📅 Day 12
💡 tip

Clean Folder Structure: Build Apps That Scale

Learn how to organize your React Native/Expo project with a clean, scalable folder structure that makes development easier

ExpoArchitectureBest Practices

Welcome to Day 12 of the React Native Advent Calendar!

Today we’re tackling folder structure - the foundation of every scalable app. A good structure makes your codebase easy to navigate, collaborate on, and maintain as it grows.


Why Folder Structure Matters

Ever opened a project and couldn’t find anything? Spent 10 minutes hunting for a component? That’s the pain of poor organization.

A clean folder structure:

  • Makes onboarding new developers instant
  • Reduces cognitive load (you know exactly where things go)
  • Scales from MVP to enterprise without restructuring
  • Prevents “route confusion” with Expo Router

Why this matters: Your folder structure is like the table of contents of a book. Good organization = faster development.


The Golden Rule: Separation of Concerns

Here’s the #1 principle for Expo/React Native projects:

The app/ folder is ONLY for routes (screens). Everything else lives outside.

Why? Because Expo Router treats every file in app/ as a potential route. If you mix components, hooks, and screens together, chaos ensues.


Here’s a battle-tested folder structure that scales beautifully:

Recommended Expo folder structure

Let’s break down each folder and understand why it exists.


Folder Breakdown

app/ - Routes Only

What goes here: Screens and navigation structure.

What does NOT go here: Reusable components, hooks, utils, or business logic.

Project structure
app/
├── (app)/           # App group (tabs, authenticated screens)
├── api/             # API routes (server endpoints)
├── _layout.tsx      # Root layout
└── +native-intent.ts # Deep linking config

Why: Expo Router uses file-based routing. Every file in app/ becomes a route. Keep it clean and navigable.

components/ - Reusable UI

What goes here: Reusable UI elements like buttons, cards, headers, modals.

Project structure
components/
├── Button.tsx
├── Card.tsx
├── Header.tsx
└── Modal.tsx

Why: Components are the building blocks. Separate them so you can reuse them across multiple screens without duplication.

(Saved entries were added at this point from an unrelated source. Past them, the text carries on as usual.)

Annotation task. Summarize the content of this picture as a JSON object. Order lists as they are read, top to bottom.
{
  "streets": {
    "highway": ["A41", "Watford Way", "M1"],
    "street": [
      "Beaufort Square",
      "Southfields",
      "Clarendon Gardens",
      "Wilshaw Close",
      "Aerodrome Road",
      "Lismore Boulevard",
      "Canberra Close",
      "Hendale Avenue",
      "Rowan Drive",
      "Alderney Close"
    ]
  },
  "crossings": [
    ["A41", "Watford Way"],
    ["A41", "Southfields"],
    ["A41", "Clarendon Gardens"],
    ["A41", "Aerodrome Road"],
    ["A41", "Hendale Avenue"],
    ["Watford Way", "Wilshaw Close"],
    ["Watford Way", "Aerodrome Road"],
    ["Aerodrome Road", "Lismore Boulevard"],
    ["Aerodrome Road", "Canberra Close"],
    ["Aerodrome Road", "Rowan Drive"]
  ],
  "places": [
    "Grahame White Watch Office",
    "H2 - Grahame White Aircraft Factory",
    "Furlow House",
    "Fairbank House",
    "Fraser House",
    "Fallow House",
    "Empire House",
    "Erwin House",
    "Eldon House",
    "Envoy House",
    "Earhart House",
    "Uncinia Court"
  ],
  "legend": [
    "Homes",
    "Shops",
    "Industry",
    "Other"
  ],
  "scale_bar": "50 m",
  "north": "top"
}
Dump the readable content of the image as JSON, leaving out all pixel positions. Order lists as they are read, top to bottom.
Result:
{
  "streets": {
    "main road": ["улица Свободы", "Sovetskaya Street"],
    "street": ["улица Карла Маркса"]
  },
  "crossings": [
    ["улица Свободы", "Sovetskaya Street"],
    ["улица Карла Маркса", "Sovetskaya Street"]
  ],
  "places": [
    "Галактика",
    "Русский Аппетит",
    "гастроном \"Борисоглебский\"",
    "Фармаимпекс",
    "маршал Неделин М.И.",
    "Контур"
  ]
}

Pro tip: Organize by feature if your app is large:

Project structure
components/
├── auth/
│   ├── LoginButton.tsx
│   └── SignupForm.tsx
└── products/
    ├── ProductCard.tsx
    └── ProductList.tsx

hooks/ - Custom React Hooks

What goes here: Custom hooks for logic separation, state management, and side effects.

Project structure
hooks/
├── useAuth.ts
├── useApi.ts
└── useTheme.ts

Why: Hooks extract stateful logic from components, making them testable and reusable.

constants/ - App-Wide Values

What goes here: Colors, spacing, API URLs, config values.

Project structure
constants/
├── Colors.ts
├── Sizes.ts
└── Config.ts

Why: Centralize values that never change. Makes theme updates and config changes trivial.

utils/ or services/ - Helper Functions

What goes here: Utility functions, API clients, formatters, validators.

Project structure
utils/
├── api.ts           # API client
├── formatters.ts    # Date/number formatters
└── validators.ts    # Form validation

# OR organize by service:
services/
├── auth/
│   └── authService.ts
└── api/
    └── apiClient.ts

Why: Pure functions that don’t depend on React. Easy to test and reuse.

db/ - Database Logic

What goes here: Database schemas, queries, and migrations (if using local DB like SQLite or Drizzle).

Project structure
db/
├── schema.ts
├── queries.ts
└── migrations/

Why: Separate data layer from UI. Makes database changes isolated.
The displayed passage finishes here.